■ WHAT THE EXERCISE ASKS
For the word "service", count the lines below that contain it. Give the number alone.

(Stored data)

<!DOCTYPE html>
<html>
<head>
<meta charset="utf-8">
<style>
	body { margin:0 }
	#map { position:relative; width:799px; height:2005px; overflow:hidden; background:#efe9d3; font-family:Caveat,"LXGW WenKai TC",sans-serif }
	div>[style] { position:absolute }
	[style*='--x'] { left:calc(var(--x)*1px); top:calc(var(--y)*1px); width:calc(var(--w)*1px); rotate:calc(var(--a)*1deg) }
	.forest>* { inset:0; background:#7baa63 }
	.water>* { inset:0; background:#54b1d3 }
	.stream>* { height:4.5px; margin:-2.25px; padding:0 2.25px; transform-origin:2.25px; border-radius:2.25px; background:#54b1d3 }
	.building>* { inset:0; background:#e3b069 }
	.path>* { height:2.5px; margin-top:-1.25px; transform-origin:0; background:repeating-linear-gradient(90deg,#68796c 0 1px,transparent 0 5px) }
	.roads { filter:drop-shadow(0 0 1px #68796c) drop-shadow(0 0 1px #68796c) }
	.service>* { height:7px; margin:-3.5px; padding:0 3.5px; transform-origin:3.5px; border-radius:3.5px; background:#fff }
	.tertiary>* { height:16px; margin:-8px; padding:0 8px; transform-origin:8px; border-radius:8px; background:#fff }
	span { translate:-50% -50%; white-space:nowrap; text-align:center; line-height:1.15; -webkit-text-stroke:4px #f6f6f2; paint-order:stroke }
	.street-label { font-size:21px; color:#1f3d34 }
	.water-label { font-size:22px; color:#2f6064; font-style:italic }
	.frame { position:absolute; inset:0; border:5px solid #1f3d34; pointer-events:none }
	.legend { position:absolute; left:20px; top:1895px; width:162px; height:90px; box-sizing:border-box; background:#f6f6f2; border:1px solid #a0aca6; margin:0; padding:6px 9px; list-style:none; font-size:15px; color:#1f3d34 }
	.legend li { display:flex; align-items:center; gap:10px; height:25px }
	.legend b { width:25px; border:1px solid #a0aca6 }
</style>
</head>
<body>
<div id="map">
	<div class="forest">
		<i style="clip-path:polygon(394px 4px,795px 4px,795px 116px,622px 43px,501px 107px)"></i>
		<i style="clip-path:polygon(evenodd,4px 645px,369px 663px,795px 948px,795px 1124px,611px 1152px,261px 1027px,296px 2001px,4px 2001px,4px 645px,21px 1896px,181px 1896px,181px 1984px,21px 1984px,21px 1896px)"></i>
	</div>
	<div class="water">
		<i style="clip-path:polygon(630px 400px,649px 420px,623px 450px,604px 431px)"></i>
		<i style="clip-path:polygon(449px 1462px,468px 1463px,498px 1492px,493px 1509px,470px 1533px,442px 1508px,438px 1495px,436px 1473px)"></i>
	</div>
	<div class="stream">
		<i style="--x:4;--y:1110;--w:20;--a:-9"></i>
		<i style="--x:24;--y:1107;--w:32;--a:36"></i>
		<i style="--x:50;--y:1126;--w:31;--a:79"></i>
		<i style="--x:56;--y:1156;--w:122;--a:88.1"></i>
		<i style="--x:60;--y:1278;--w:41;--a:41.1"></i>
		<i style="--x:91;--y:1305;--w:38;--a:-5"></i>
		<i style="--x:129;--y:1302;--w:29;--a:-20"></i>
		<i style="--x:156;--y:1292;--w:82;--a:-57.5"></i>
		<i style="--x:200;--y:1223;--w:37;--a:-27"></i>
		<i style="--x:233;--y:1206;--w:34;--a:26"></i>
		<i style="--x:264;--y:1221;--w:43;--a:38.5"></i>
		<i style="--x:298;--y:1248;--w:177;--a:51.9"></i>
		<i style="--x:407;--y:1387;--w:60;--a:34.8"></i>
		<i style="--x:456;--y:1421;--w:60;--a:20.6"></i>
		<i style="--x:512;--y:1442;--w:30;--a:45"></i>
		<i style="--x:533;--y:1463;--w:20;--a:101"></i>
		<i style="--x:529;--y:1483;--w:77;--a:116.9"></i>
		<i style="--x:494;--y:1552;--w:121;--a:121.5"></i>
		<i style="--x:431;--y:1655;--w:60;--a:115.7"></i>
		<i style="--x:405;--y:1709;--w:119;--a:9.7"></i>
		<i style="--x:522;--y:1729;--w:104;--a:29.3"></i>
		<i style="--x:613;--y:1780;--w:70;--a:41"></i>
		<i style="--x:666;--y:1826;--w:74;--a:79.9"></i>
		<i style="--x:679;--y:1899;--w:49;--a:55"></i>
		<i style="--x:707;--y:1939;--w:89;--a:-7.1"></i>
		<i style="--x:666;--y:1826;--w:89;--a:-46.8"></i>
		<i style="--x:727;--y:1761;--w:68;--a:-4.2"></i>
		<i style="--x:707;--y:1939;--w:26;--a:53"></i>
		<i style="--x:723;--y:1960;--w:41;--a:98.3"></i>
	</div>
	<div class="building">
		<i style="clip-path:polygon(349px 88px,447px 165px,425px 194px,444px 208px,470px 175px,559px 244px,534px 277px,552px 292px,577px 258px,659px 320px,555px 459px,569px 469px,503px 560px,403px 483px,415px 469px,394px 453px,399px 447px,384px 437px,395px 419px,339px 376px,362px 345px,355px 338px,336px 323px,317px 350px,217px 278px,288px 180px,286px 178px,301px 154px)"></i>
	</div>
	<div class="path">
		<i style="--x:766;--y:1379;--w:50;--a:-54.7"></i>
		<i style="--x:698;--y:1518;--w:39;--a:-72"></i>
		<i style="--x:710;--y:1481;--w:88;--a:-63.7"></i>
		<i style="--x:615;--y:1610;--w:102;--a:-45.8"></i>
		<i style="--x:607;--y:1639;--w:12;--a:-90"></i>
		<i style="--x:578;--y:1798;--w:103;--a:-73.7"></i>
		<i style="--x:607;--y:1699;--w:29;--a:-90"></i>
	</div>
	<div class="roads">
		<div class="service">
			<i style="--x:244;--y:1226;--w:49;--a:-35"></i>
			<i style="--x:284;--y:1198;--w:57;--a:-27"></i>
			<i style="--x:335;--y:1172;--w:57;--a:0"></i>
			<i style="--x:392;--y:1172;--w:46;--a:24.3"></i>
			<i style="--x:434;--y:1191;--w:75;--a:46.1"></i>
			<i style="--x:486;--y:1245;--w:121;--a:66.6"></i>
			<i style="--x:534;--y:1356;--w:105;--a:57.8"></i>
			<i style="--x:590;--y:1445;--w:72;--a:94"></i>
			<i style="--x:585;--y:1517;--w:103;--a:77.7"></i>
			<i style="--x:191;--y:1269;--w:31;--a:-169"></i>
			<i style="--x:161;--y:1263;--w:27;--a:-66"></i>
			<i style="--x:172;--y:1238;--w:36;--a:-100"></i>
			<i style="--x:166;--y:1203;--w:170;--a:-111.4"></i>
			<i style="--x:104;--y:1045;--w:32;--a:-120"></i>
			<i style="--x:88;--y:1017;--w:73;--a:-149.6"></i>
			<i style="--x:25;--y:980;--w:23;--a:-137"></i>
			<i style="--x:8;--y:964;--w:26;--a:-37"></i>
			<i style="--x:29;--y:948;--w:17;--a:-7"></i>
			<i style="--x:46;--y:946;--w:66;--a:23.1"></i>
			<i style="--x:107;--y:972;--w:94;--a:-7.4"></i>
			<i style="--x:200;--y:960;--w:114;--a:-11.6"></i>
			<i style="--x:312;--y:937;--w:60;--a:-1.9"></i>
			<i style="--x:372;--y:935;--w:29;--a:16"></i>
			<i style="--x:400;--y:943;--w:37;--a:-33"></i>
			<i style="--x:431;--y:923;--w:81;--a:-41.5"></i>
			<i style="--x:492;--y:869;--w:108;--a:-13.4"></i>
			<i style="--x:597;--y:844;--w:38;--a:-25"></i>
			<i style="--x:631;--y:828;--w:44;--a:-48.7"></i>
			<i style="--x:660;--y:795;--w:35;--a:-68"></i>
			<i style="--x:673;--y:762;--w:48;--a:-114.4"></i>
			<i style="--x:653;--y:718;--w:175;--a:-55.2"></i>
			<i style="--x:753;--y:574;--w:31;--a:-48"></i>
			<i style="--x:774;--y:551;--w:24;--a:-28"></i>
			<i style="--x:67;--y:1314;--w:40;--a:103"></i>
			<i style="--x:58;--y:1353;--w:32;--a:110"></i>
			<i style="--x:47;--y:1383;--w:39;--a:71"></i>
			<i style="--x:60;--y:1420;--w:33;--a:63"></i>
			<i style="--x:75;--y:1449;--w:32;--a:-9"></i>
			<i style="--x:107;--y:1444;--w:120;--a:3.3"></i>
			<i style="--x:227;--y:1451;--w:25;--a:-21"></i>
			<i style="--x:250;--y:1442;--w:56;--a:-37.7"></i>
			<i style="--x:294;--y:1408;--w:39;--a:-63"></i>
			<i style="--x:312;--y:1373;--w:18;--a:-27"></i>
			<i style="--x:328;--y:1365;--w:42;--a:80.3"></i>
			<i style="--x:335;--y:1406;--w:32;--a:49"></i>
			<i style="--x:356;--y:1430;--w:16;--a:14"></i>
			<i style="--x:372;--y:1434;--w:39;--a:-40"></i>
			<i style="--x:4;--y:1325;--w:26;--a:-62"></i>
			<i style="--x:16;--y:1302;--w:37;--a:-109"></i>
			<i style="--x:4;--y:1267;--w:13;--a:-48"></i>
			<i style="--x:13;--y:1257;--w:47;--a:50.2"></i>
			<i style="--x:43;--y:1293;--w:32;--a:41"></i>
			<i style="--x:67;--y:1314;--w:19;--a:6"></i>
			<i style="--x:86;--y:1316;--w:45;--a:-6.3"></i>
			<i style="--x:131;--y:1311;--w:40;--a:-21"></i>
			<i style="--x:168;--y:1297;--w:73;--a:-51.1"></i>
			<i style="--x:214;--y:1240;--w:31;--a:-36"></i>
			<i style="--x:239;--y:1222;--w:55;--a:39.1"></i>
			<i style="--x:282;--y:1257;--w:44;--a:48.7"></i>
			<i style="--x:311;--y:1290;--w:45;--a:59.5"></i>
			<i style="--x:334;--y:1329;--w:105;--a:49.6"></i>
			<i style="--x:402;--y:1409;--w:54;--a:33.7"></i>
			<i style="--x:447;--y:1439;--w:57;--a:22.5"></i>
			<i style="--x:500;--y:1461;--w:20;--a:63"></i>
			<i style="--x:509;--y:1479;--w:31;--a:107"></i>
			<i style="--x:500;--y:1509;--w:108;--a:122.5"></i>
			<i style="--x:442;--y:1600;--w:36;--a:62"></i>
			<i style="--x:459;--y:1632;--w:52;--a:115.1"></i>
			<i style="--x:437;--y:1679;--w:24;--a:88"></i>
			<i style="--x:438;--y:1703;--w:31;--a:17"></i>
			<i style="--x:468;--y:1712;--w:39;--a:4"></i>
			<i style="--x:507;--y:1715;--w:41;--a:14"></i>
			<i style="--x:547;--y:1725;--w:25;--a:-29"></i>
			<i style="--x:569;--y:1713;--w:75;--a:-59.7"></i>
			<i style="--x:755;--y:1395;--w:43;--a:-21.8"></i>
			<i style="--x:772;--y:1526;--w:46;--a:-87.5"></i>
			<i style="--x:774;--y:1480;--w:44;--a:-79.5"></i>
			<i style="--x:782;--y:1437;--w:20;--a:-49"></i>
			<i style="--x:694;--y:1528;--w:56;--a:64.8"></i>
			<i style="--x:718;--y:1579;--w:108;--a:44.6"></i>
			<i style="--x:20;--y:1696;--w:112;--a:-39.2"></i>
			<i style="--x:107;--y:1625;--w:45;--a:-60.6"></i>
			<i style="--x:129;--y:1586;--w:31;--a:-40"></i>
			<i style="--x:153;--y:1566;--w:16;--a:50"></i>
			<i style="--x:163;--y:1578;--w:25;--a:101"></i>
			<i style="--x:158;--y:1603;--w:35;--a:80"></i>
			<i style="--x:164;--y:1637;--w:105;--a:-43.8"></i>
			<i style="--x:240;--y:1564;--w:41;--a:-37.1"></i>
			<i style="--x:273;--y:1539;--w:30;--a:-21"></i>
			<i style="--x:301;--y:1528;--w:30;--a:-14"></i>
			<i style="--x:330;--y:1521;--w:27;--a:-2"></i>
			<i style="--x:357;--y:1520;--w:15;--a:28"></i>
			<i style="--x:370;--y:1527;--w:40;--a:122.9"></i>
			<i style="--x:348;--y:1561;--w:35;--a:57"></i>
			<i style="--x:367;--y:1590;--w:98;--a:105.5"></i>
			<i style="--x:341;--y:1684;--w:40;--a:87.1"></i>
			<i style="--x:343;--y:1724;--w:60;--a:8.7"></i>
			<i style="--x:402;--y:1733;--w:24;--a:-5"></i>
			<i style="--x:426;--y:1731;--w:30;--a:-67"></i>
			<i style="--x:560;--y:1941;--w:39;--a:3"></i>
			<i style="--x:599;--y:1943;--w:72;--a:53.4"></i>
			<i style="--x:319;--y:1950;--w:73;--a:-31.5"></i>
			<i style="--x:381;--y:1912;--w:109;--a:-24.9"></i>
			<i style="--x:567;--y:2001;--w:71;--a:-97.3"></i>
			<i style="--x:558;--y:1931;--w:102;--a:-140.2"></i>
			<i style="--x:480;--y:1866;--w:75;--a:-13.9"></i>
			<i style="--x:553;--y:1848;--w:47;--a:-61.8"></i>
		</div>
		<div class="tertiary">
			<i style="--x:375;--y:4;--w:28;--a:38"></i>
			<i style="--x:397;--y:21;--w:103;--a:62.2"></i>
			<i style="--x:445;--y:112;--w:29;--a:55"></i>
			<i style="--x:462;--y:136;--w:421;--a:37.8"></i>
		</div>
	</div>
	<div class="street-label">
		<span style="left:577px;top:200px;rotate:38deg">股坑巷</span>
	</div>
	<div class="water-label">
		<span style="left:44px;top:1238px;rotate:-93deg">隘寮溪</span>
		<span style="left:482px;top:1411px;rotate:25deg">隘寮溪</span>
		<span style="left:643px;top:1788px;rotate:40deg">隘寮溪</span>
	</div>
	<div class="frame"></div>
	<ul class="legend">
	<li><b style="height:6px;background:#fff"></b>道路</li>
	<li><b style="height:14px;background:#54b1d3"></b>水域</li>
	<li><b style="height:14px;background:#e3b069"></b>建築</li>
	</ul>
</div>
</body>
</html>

■ EXPECTED OUTPUT
2